Amity International School, Gurugram was already using Amitranet — an Intranet through which its connects with the parents – which has now been adapted to support online classes.
Many schools in other cities too have been using similar technology to upload worksheets and assessment papers for parents and students to access from home. These schools have now gone online with the classes.
Schools are also evolving on how to enforce discipline in the digitized world.
For instance, as classes commence from home, students have been instructed to follow a formal dress code. They will be marked absent if they are found to be logging in casual attire. Teachers have also been asked to follow the same protocol, so that schools can recreate the same environment at home.
Edtech to support online teaching
According to Microsoft, as schools move to a remote learning environment, Microsoft Teams can provide an online classroom that brings together virtual, face-to-face connections, assignments, files and conversations in a single platform accessible on a mobile device, tablet, PC or browser.
Blackboard has a portfolio of products and services that support learners at every level throughout the student lifecycle – from kindergarten to the workplace. Zoom is useful for educators, learners, as well as those working from home.
“Most schools are actively exploring various Edtech platforms for smooth online delivery of classes and are working hard to bring up to speed, a majority of its teachers who have had limited or no exposure to online instruction and delivery. To help tide over this crisis, Meritnation has made its platform available to educators to conduct classes online, and is also offering free live classes for students from grades 6-12,” says Mohit.
Gradeup has also announced the launch of its campaign #PadhaiNahiRukegi amidst the Coronavirus lockdown in India.
The campaign will specifically cater to the education needs of students from class 8 to 12, as well as those preparing for JEE and NEET exams.
Indian edutech unicorn BYJU’S has in fact witnessed a 150 percent increase in the number of new students learning on its app after announcing free access in March 2020.
Finding a way around the rickety infrastructure
In the country which has the highest number of Internet shutdowns in the world, an online-only system is not as easy, even amongst the people who can afford broadband connections and laptops.
Another problem is that the teachers themselves are also struggling to learn a whole new way of teaching.
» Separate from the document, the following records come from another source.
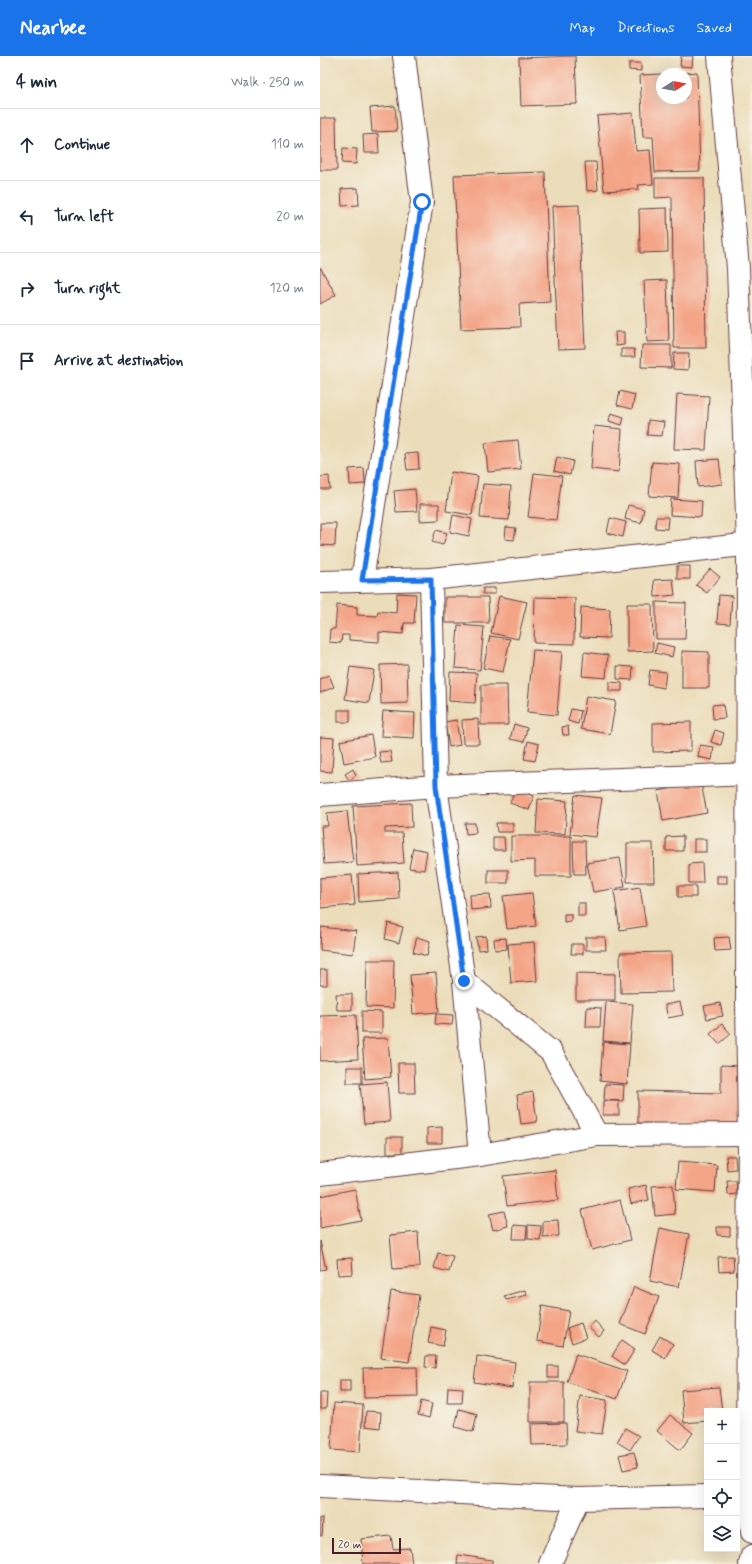 <!DOCTYPE html>
<meta charset="utf-8">
<style>
body{margin:0;font-family:Mynerve,sans-serif;background:#f6f6f7;color:#1f2937}
.controls{position:absolute;right:12px;bottom:12px;display:grid;overflow:hidden;border-radius:0px;box-shadow:0 4px 16px #0002}
.controls button{width:36px;height:36px;display:grid;place-items:center;padding:0;border:0;border-bottom:1px solid #e0e1e3;background:#fff;color:#1f2937;font:20px sans-serif}
.compass{position:absolute;left:336px;top:12px;width:36px;height:36px;border-radius:50%;background:#fff;box-shadow:0 4px 16px #0002;rotate:79deg}
.scale{position:absolute;left:12px;bottom:10px;width:69px;box-sizing:border-box;padding-left:4px;border:2px solid #4a1f2b;border-top:0;font-size:11px;line-height:14px;white-space:nowrap;color:#4a1f2b;-webkit-text-stroke:3px #f7f3e8;paint-order:stroke}
.stop{position:absolute;width:12px;height:12px;margin:-9px;border:3px solid #1a73e8;border-radius:50%;background:#fff}
.stop.end{background:#1a73e8;border-color:#fff;box-shadow:0 1px 4px #0008}
.list{margin:0;padding:0;list-style:none}
h2{display:flex;justify-content:space-between;align-items:center;height:52px;margin:0;padding:0 16px;font-size:17px}
h2 small{font-size:13px;font-weight:400;color:#747a83}
.list li{display:grid;grid-template-columns:26px 1fr auto;gap:12px;align-items:center;box-sizing:border-box;height:72px;padding:0 16px;border-top:1px solid #e0e1e3}
.list b{display:block;font-size:15px;white-space:nowrap}
.list em{font-size:13px;font-style:normal;color:#747a83}
.icon{flex:none;width:22px;height:22px;fill:none;stroke:currentColor;stroke-width:2;stroke-linecap:round;stroke-linejoin:round}
.map{position:relative;flex:none;width:432px;height:1508px;overflow:hidden}
header{display:flex;align-items:center;gap:24px;box-sizing:border-box;height:56px;padding:0 20px;background:#1a73e8;color:#fff}
header strong{font-size:19px}
nav{display:flex;gap:22px;margin-inline-start:auto;font-size:14px}
main{display:flex}
aside{flex:1;background:#fff}
.map>svg:first-child{display:block}
.building{fill:#f4a487}
.lines{fill:none;stroke-linecap:round;stroke-linejoin:round}
.minor-casing{stroke:#623c40;stroke-width:24}
.minor{stroke:#fff;stroke-width:22}
.route{stroke:#1a73e8;stroke-width:5}
</style>
<header>
<strong>Nearbee</strong>
<nav><a>Map</a><a>Directions</a><a>Saved</a></nav>
</header>
<main>
<aside>
<h2>4 min<small>Walk · 250 m</small></h2>
<ul class="list">
<li><svg class="icon" aria-label="ahead" viewBox="0 0 24 24"><path d="M12 20V5M6 11l6-6 6 6"/></svg><div><b>Continue</b></div><em>110 m</em></li>
<li><svg class="icon" aria-label="left" viewBox="0 0 24 24"><path d="M17 20v-9H6M10 6l-5 5 5 5"/></svg><div><b>Turn left</b></div><em>20 m</em></li>
<li><svg class="icon" aria-label="right" viewBox="0 0 24 24"><path d="M7 20v-9h11M14 6l5 5-5 5"/></svg><div><b>Turn right</b></div><em>120 m</em></li>
<li><svg class="icon" aria-label="arrive" viewBox="0 0 24 24"><path d="M6 21V4h12l-3 4 3 4H6"/></svg><div><b>Arrive at destination</b></div></li>
</ul>
</aside>
<div class="map">
<svg width="432" height="1508" viewBox="0 0 432 1508">
<rect width="100%" height="100%" fill="#f7f3e8"/>
<filter id="ink" filterUnits="userSpaceOnUse"><feTurbulence type="fractalNoise" baseFrequency=".025" numOctaves="2"/><feDisplacementMap in="SourceGraphic" scale="8" xChannelSelector="R" yChannelSelector="G"/><feConvolveMatrix kernelMatrix="1 2 1 2 8 2 1 2 1" color-interpolation-filters="sRGB"/></filter>
<filter id="wash" filterUnits="userSpaceOnUse"><feTurbulence type="fractalNoise" baseFrequency=".012" numOctaves="4" result="noise"/><feDisplacementMap in="SourceGraphic" scale="16" xChannelSelector="R" yChannelSelector="G"/><feGaussianBlur stdDeviation="0.9" result="paint"/><feColorMatrix in="noise" values="0 0 0 0 0 0 0 0 0 0 0 0 0 0 0 0 0 1.4 0 .05"/><feComposite in="paint" operator="in"/></filter>
<g filter="url(#wash)">
<rect width="100%" height="100%" fill="#ecddba"/>
<g id="blocks">
<g class="building">
<path d="M255,0L257,48L201,50L199,2Z"/>
<path d="M361,0H373L372,11L360,10Z"/>
<path d="M309,7H321V15L309,14Z"/>
<path d="M377,16L380,115L335,116L333,81H323L320,19L342,18V42H366V17Z"/>
<path d="M75,50L77,75L52,76L50,52Z"/>
<path d="M313,57L316,95L330,94L333,128L318,129L319,133L284,135L277,60Z"/>
<path d="M0,62H16L17,114H0Z"/>
<path d="M58,78L59,97H44L43,79Z"/>
<path d="M23,92L37,93L36,108L22,107Z"/>
<path d="M265,106H276L278,134L267,135Z"/>
<path d="M225,116L230,246L199,248L200,271L141,273L134,119Z"/>
<path d="M335,122H384L386,292H354L352,141L335,142Z"/>
<path d="M38,132L39,149L22,150L21,133Z"/>
<path d="M259,149L265,292L238,293L232,150Z"/>
<path d="M347,152L348,196L320,197L319,153Z"/>
<path d="M0,211L16,239L0,248Z"/>
<path d="M347,224L349,285L327,286L324,225Z"/>
<path d="M295,276H304V289L296,290Z"/>
<path d="M322,289H351V312L321,311Z"/>
<path d="M301,293H314L315,301H301Z"/>
<path d="M354,297H369L368,314L353,313Z"/>
<path d="M300,335L315,339L312,353L297,349Z"/>
<path d="M357,338L389,340L386,394L354,393Z"/>
<path d="M291,357L304,361L302,369L289,365Z"/>
<path d="M328,364L344,366L342,380L327,379Z"/>
<path d="M274,370L302,373L299,416L271,413Z"/>
<path d="M198,384L201,413L168,416L165,387Z"/>
<path d="M98,397L99,413L87,414L85,398Z"/>
<path d="M237,401L253,405L250,419L234,415Z"/>
<path d="M399,403L402,428L378,431L376,405Z"/>
<path d="M332,406L360,408L358,442L329,440Z"/>
<path d="M44,412L45,428L30,429L29,413Z"/>
<path d="M131,416L158,420L152,459L126,455Z"/>
<path d="M214,417L242,420L236,464L208,461Z"/>
<path d="M9,420L10,433H0V421Z"/>
<path d="M163,428L191,430L189,464L160,462Z"/>
<path d="M95,433L97,455L76,456L74,435Z"/>
<path d="M351,443L382,445L381,461L350,459Z"/>
<path d="M100,448H119V464L100,465Z"/>
<path d="M308,449L324,453L321,467L305,463Z"/>
<path d="M133,459L152,463L149,480L130,476Z"/>
<path d="M336,461H348L347,473L335,472Z"/>
<path d="M290,462L306,466L303,481L287,477Z"/>
<path d="M0,467H16L15,490L0,489Z"/>
<path d="M186,471L196,472L194,484L185,483Z"/>
<path d="M116,474L127,477L123,489L112,486Z"/>
<rect x="357" y="510" width="13" height="13"/>
<path d="M390,513L400,521L387,537L376,529Z"/>
<path d="M353,523L355,539L335,541L334,524Z"/>
<rect x="163" y="532" width="12" height="6"/>
<path d="M77,537L96,538L94,567H84L83,578L59,576V586L29,584V579H22L21,587L9,586L10,573H15L17,549L37,551V559L57,560L58,555L76,557Z"/>
<path d="M399,539L412,540L410,568L397,567Z"/>
<path d="M179,540L207,546L198,583L171,577Z"/>
<path d="M125,541H168L169,567H125Z"/>
<path d="M215,541L255,542L254,588L214,587Z"/>
<path d="M336,546L366,547L365,583H336Z"/>
<path d="M307,548H332L333,595L307,596Z"/>
<path d="M261,551L290,553L289,582L260,581Z"/>
<path d="M138,569L164,571L160,614L135,612Z"/>
<path d="M170,580L190,583L183,616L163,612Z"/>
<path d="M337,587L354,591L352,601L335,597Z"/>
<path d="M213,594L242,596L237,659L207,656Z"/>
<path d="M362,595L389,596V632H362Z"/>
<path d="M264,596L288,599L286,622L262,620Z"/>
<path d="M87,608L88,647L61,648L60,609Z"/>
<path d="M297,610L313,611L312,624L297,623Z"/>
<path d="M30,611L54,614L49,647L25,643Z"/>
<path d="M330,614L346,616L344,632L328,629Z"/>
<path d="M130,616L157,617L155,647L129,645Z"/>
<path d="M9,619L14,631L0,637V623Z"/>
<path d="M289,626L302,627V635H289Z"/>
<path d="M161,629H187L188,669H161Z"/>
<path d="M266,640L296,645L290,678L261,673Z"/>
<path d="M403,648L405,662L393,663L392,649Z"/>
<path d="M251,653L261,655L258,668L248,665Z"/>
<rect x="18" y="654" width="12" height="12"/>
<path d="M63,655L95,657L94,682L61,680Z"/>
<path d="M158,663L159,688H143L142,664Z"/>
<path d="M136,664L140,689L129,691L125,666Z"/>
<path d="M371,666V695L333,696V667Z"/>
<path d="M194,668L207,672L204,686L190,683Z"/>
<path d="M248,670L249,679H243L242,671Z"/>
<path d="M395,674L404,677L401,689L391,686Z"/>
<path d="M51,679L55,701L24,707L20,685Z"/>
<path d="M0,681L14,682L12,716L0,715Z"/>
<path d="M208,685L219,688L215,705L204,703Z"/>
<path d="M380,689L394,691L392,704L378,701Z"/>
<path d="M70,695L72,706L61,707L59,696Z"/>
<path d="M33,713L36,719L29,724L25,718Z"/>
<path d="M381,727L387,757L343,765L338,735Z"/>
<path d="M195,733L214,740L209,754L190,747Z"/>
<path d="M255,739L282,742L276,781L250,778Z"/>
<path d="M218,743L247,745L245,778L216,777Z"/>
<path d="M91,747L92,771L65,772V777H82L84,807L37,810L33,750Z"/>
<path d="M27,755L33,806L4,808L1,770H8L7,757Z"/>
<path d="M145,767H155L156,777L146,778Z"/>
<path d="M176,767H193V776H177Z"/>
<path d="M191,780H251V820H215V804L191,805Z"/>
<path d="M363,780V795H346V781Z"/>
<path d="M173,781H184L185,794H173Z"/>
<rect x="374" y="783" width="12" height="13"/>
<path d="M253,785H265L266,818H254Z"/>
<path d="M307,787H333L334,826H307Z"/>
<path d="M93,792L107,795L104,814L89,812Z"/>
<path d="M300,802L305,831L273,836L267,807Z"/>
<path d="M382,807L383,827H369V808Z"/>
<rect x="168" y="814" width="20" height="13"/>
<path d="M78,816L79,843L39,846L38,818Z"/>
<path d="M32,819L35,849L0,852V822Z"/>
<rect x="397" y="820" width="10" height="7"/>
<rect x="358" y="830" width="18" height="11"/>
<path d="M320,831L326,870L300,874L294,835Z"/>
<path d="M212,837L216,870L187,873L183,840Z"/>
<path d="M170,838L171,852L151,854L150,839Z"/>
<rect x="258" y="847" width="7" height="13"/>
<path d="M244,858H251V865L244,866Z"/>
<path d="M68,867L83,871L79,887L65,883Z"/>
<path d="M1,871L36,875L33,898L0,894Z"/>
<path d="M166,880L167,893L158,894L156,881Z"/>
<path d="M97,881L110,885L107,900L93,896Z"/>
<path d="M266,881H285L286,894H266Z"/>
<path d="M409,881L411,894L395,895L394,882Z"/>
<path d="M186,882L187,893L175,894L174,883Z"/>
<path d="M214,886L217,925L191,927L188,888Z"/>
<path d="M252,888H263V898H251Z"/>
<path d="M351,896L352,936L301,937L300,897Z"/>
<path d="M47,904H74L73,952L46,951Z"/>
<rect x="0" y="914" width="7" height="15"/>
<path d="M116,917L119,956L93,958L90,919Z"/>
<path d="M256,917L295,918V944H256Z"/>
<path d="M16,938H32V954H17Z"/>
<path d="M286,946L313,948L310,987L283,985Z"/>
<path d="M360,946L363,959L348,962L345,949Z"/>
<path d="M400,947L403,960L387,963L384,950Z"/>
<path d="M267,951L281,952L280,971H266Z"/>
<path d="M42,955L62,956V977H42Z"/>
<path d="M116,958L133,959L132,969L115,968Z"/>
<path d="M36,959L38,1003L0,1005V960Z"/>
<path d="M402,968L411,978L399,988L390,978Z"/>
<path d="M68,982L71,1021L45,1023L42,983Z"/>
<path d="M283,986L310,988L307,1028L280,1025Z"/>
<path d="M78,1007H94L95,1037H79Z"/>
<path d="M401,1009L421,1010L420,1069L318,1067V1035L401,1037Z"/>
<rect x="27" y="1011" width="15" height="16"/>
<path d="M67,1026L70,1066L44,1068L40,1028Z"/>
<path d="M285,1028L304,1029L303,1045L284,1044Z"/>
<path d="M213,1036L217,1066L201,1068L197,1039Z"/>
<rect x="283" y="1045" width="16" height="14"/>
<path d="M122,1071V1087H107V1072Z"/>
<rect x="67" y="1081" width="15" height="16"/>
<path d="M406,1100H415L416,1113L407,1114Z"/>
<path d="M358,1106L397,1109L395,1136L356,1133Z"/>
<path d="M235,1114L238,1144L187,1150L183,1120Z"/>
<path d="M407,1125H416L417,1138L408,1139Z"/>
<path d="M326,1129L329,1144L311,1148L308,1133Z"/>
<path d="M353,1129L355,1158L335,1160L332,1130Z"/>
<path d="M35,1133L41,1164L0,1172V1140Z"/>
<path d="M300,1144L310,1184L272,1194L262,1154Z"/>
<path d="M184,1155L188,1170L173,1174L169,1158Z"/>
<path d="M238,1164L239,1180L223,1181V1165Z"/>
<path d="M194,1169L207,1170L206,1183H193Z"/>
<path d="M208,1169L221,1170L220,1184L208,1183Z"/>
<path d="M397,1171H410V1180L397,1179Z"/>
<path d="M340,1172L369,1178L359,1231L330,1225Z"/>
<path d="M98,1176L100,1211L73,1213L70,1179Z"/>
<path d="M0,1185L6,1213L0,1214Z"/>
<path d="M118,1197L133,1200L129,1216L114,1212Z"/>
<path d="M413,1200L414,1215L399,1216L398,1201Z"/>
<path d="M32,1202L33,1218L18,1219L17,1203Z"/>
<path d="M314,1231L339,1241L325,1278L300,1268Z"/>
<path d="M205,1234L207,1239L186,1244L184,1240Z"/>
<path d="M71,1235L99,1239L89,1306L61,1302Z"/>
<path d="M222,1250L249,1255L243,1290L217,1285Z"/>
<path d="M275,1265L284,1275L279,1281L269,1272Z"/>
<path d="M261,1267L266,1282L252,1287L247,1272Z"/>
<path d="M111,1271L126,1274L123,1290L108,1287Z"/>
<path d="M340,1280L353,1288L345,1302L332,1294Z"/>
<path d="M302,1284L315,1293L305,1309L292,1300Z"/>
<path d="M256,1298L307,1315L297,1343L247,1326Z"/>
<path d="M106,1300H116L115,1312L105,1311Z"/>
<path d="M157,1300L195,1306L192,1332L154,1326Z"/>
<rect x="228" y="1310" width="10" height="12"/>
<path d="M97,1311L98,1341L44,1342L43,1312Z"/>
<rect x="20" y="1324" width="10" height="12"/>
<rect x="210" y="1326" width="34" height="40"/>
<path d="M128,1331L143,1332L142,1347H127Z"/>
<path d="M399,1331L402,1355H387V1365L364,1367L361,1334Z"/>
<path d="M0,1337H7L6,1353H0Z"/>
<path d="M260,1340L287,1344L282,1378L255,1375Z"/>
<path d="M101,1345L112,1348L109,1362L98,1359Z"/>
<path d="M14,1347L43,1349L40,1396L11,1394Z"/>
<path d="M139,1353L157,1358L153,1376L135,1371Z"/>
<path d="M46,1355L61,1356L60,1372L45,1370Z"/>
<path d="M350,1359L373,1377L360,1394L337,1375Z"/>
<path d="M246,1367L247,1388L212,1389L211,1368Z"/>
<path d="M305,1372L319,1380L310,1394L297,1386Z"/>
<path d="M314,1396L318,1411L303,1414L299,1399Z"/>
<path d="M0,1462H3L2,1480H0Z"/>
<path d="M71,1480L73,1493L90,1492L92,1508H43L41,1483Z"/>
<path d="M138,1499L172,1504V1508H137Z"/>
</g>
</g>
</g>
<g filter="url(#ink)">
<use href="#blocks" fill-opacity="0" stroke="#623c40" stroke-width="1"/>
<g class="lines">
<defs>
<g id="minor">
<path d="M399,0L418,212L428,488L427,946L429,1078L427,1408L432,1476"/>
<path d="M111,523L116,730L144,925L160,1099"/>
<path d="M42,524L102,146L84,0"/>
<path d="M0,526L111,523L432,488"/>
<path d="M0,739L116,730L432,718"/>
<path d="M144,925L231,996L277,1079"/>
<path d="M0,1118L160,1099L277,1079L429,1078"/>
<path d="M0,1430L258,1443L387,1440"/>
<path d="M230,1508L258,1443"/>
<path d="M430,1508L432,1500"/>
</g>
</defs>
<use href="#minor" class="minor-casing"/>
<use href="#minor" class="minor"/>
</g>
</g>
<g class="lines" filter="url(#ink)">
<path class="route" d="M102,146L42,524L111,523L116,730L144,925"/>
</g>
</svg>
<div class="controls">
<button>+</button>
<button>−</button>
<button><svg class="icon" aria-label="locate" viewBox="0 0 24 24"><circle cx="12" cy="12" r="6"/><path d="M12 2v4M12 18v4M2 12h4M18 12h4"/></svg></button>
<button><svg class="icon" aria-label="layers" viewBox="0 0 24 24"><path d="M12 4l9 5-9 5-9-5zM3 14l9 5 9-5"/></svg></button>
</div>
<svg class="compass" viewBox="-18 -18 36 36"><path d="M0-13l5 13h-10z" fill="#e53935"/><path d="M0 13l5-13h-10z" fill="#747a83"/></svg>
<div class="scale">20 m</div>
<div class="stop" style="left:102px;top:146px"></div>
<div class="stop end" style="left:144px;top:925px"></div>
</div>
</main>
Some teachers have only been given two weeks to redesign the entire curriculum for online learning.
For those who are studying Science, there is another concern of how practical classes will take place. Bibudhendu Pati, HoD of Computer Science at Rama Devi Women’s University, Bhubaneswar, has created virtual labs to help students conduct practicals online. But still, there are several Institutes that are struggling in this regard.
Students with no access to technology
A vast majority of students however will not be able to experience this kind of online learning.
India has a huge base of internet subscribers, but in terms of penetration, it’s still not at par with countries in developed markets like Canada and the US. For under-served children who don’t have access to technology or devices at homes, how does one facilitate remote learning?
The Delhi government has taken steps in this direction. It has announced that all Class 12 students studying in Delhi government schools will be sent a link to register for online classes. Those who register will get money for internet data packages from the government since many of them cannot afford it on their own.
The silver lining
The Covid-19 outbreak will force people to adapt to a new system; circumstances will necessitate a change in the mindset. The silver lining is that technology will be adopted much sooner than it would otherwise have been done. Workplaces adapted fast, schools too will be forced to adapt as there is no other option.
“It’s the beginning of a whole new era where delivering education services online through live classes will dominate,” affirms Vibhu.